[<prev] [next>] [<thread-prev] [thread-next>] [day] [month] [year] [list]
Message-ID: <4A8BA5AE.3030308@redhat.com>
Date: Wed, 19 Aug 2009 10:11:42 +0300
From: Avi Kivity <avi@...hat.com>
To: Gregory Haskins <gregory.haskins@...il.com>
CC: Ingo Molnar <mingo@...e.hu>, kvm@...r.kernel.org,
alacrityvm-devel@...ts.sourceforge.net,
linux-kernel@...r.kernel.org, netdev@...r.kernel.org,
"Michael S. Tsirkin" <mst@...hat.com>
Subject: Re: [PATCH v3 3/6] vbus: add a "vbus-proxy" bus model for vbus_driver
objects
On 08/19/2009 09:28 AM, Gregory Haskins wrote:
> Avi Kivity wrote:
>
>> On 08/18/2009 05:46 PM, Gregory Haskins wrote:
>>
>>>
>>>> Can you explain how vbus achieves RDMA?
>>>>
>>>> I also don't see the connection to real time guests.
>>>>
>>>>
>>> Both of these are still in development. Trying to stay true to the
>>> "release early and often" mantra, the core vbus technology is being
>>> pushed now so it can be reviewed. Stay tuned for these other
>>> developments.
>>>
>>>
>> Hopefully you can outline how it works. AFAICT, RDMA and kernel bypass
>> will need device assignment. If you're bypassing the call into the host
>> kernel, it doesn't really matter how that call is made, does it?
>>
> This is for things like the setup of queue-pairs, and the transport of
> door-bells, and ib-verbs. I am not on the team doing that work, so I am
> not an expert in this area. What I do know is having a flexible and
> low-latency signal-path was deemed a key requirement.
>
That's not a full bypass, then. AFAIK kernel bypass has userspace
talking directly to the device.
Given that both virtio and vbus can use ioeventfds, I don't see how one
can perform better than the other.
> For real-time, a big part of it is relaying the guest scheduler state to
> the host, but in a smart way. For instance, the cpu priority for each
> vcpu is in a shared-table. When the priority is raised, we can simply
> update the table without taking a VMEXIT. When it is lowered, we need
> to inform the host of the change in case the underlying task needs to
> reschedule.
>
This is best done using cr8/tpr so you don't have to exit at all. See
also my vtpr support for Windows which does this in software, generally
avoiding the exit even when lowering priority.

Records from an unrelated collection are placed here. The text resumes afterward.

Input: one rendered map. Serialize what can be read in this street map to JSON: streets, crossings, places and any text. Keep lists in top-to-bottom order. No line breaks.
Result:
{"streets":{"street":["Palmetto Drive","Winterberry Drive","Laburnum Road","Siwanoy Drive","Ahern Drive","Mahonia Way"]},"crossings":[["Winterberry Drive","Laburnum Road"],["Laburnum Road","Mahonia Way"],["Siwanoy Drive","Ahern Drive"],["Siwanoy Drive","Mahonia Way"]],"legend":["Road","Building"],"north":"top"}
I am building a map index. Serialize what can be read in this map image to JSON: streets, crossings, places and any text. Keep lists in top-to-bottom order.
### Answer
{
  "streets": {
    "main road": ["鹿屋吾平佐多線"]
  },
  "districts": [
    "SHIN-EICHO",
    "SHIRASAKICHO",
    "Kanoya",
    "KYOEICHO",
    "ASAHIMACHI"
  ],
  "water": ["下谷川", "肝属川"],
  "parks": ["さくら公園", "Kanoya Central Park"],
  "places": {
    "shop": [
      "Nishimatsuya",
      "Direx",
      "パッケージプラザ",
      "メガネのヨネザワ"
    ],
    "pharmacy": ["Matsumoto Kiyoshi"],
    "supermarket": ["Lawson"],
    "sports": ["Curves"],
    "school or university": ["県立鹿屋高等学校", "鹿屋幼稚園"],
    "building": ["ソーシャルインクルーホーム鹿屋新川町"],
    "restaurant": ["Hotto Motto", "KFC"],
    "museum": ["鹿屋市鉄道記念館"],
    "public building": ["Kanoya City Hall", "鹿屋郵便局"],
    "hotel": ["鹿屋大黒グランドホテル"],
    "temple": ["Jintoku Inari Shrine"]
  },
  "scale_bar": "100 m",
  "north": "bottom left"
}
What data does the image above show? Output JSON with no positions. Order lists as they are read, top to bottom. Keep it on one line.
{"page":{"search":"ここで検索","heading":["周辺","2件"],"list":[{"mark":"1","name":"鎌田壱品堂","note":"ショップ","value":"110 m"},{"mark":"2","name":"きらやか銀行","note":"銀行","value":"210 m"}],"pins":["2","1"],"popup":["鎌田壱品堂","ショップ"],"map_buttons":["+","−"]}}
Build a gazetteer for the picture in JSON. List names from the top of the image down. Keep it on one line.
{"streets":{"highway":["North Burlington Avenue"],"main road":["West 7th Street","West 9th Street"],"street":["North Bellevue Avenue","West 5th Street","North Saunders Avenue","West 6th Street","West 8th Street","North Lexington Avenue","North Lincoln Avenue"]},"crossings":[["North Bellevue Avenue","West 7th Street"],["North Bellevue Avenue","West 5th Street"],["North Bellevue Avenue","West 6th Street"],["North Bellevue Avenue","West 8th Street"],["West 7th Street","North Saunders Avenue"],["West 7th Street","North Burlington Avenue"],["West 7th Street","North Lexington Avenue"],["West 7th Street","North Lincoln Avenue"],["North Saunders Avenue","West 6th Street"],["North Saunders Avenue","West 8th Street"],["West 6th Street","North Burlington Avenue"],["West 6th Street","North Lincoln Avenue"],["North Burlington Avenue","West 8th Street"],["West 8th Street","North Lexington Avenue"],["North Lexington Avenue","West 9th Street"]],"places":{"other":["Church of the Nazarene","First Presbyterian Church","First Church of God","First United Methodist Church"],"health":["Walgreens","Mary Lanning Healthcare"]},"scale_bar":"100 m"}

> This is where the really fast call() type mechanism is important.
>
> Its also about having the priority flow-end to end, and having the vcpu
> interrupt state affect the task-priority, etc (e.g. pending interrupts
> affect the vcpu task prio).
>
> etc, etc.
>
> I can go on and on (as you know ;), but will wait till this work is more
> concrete and proven.
>
Generally cpu state shouldn't flow through a device but rather through
MSRs, hypercalls, and cpu registers.
> Basically, what it comes down to is both vbus and vhost need
> configuration/management. Vbus does it with sysfs/configfs, and vhost
> does it with ioctls. I ultimately decided to go with sysfs/configfs
> because, at least that the time I looked, it seemed like the "blessed"
> way to do user->kernel interfaces.
>
I really dislike that trend but that's an unrelated discussion.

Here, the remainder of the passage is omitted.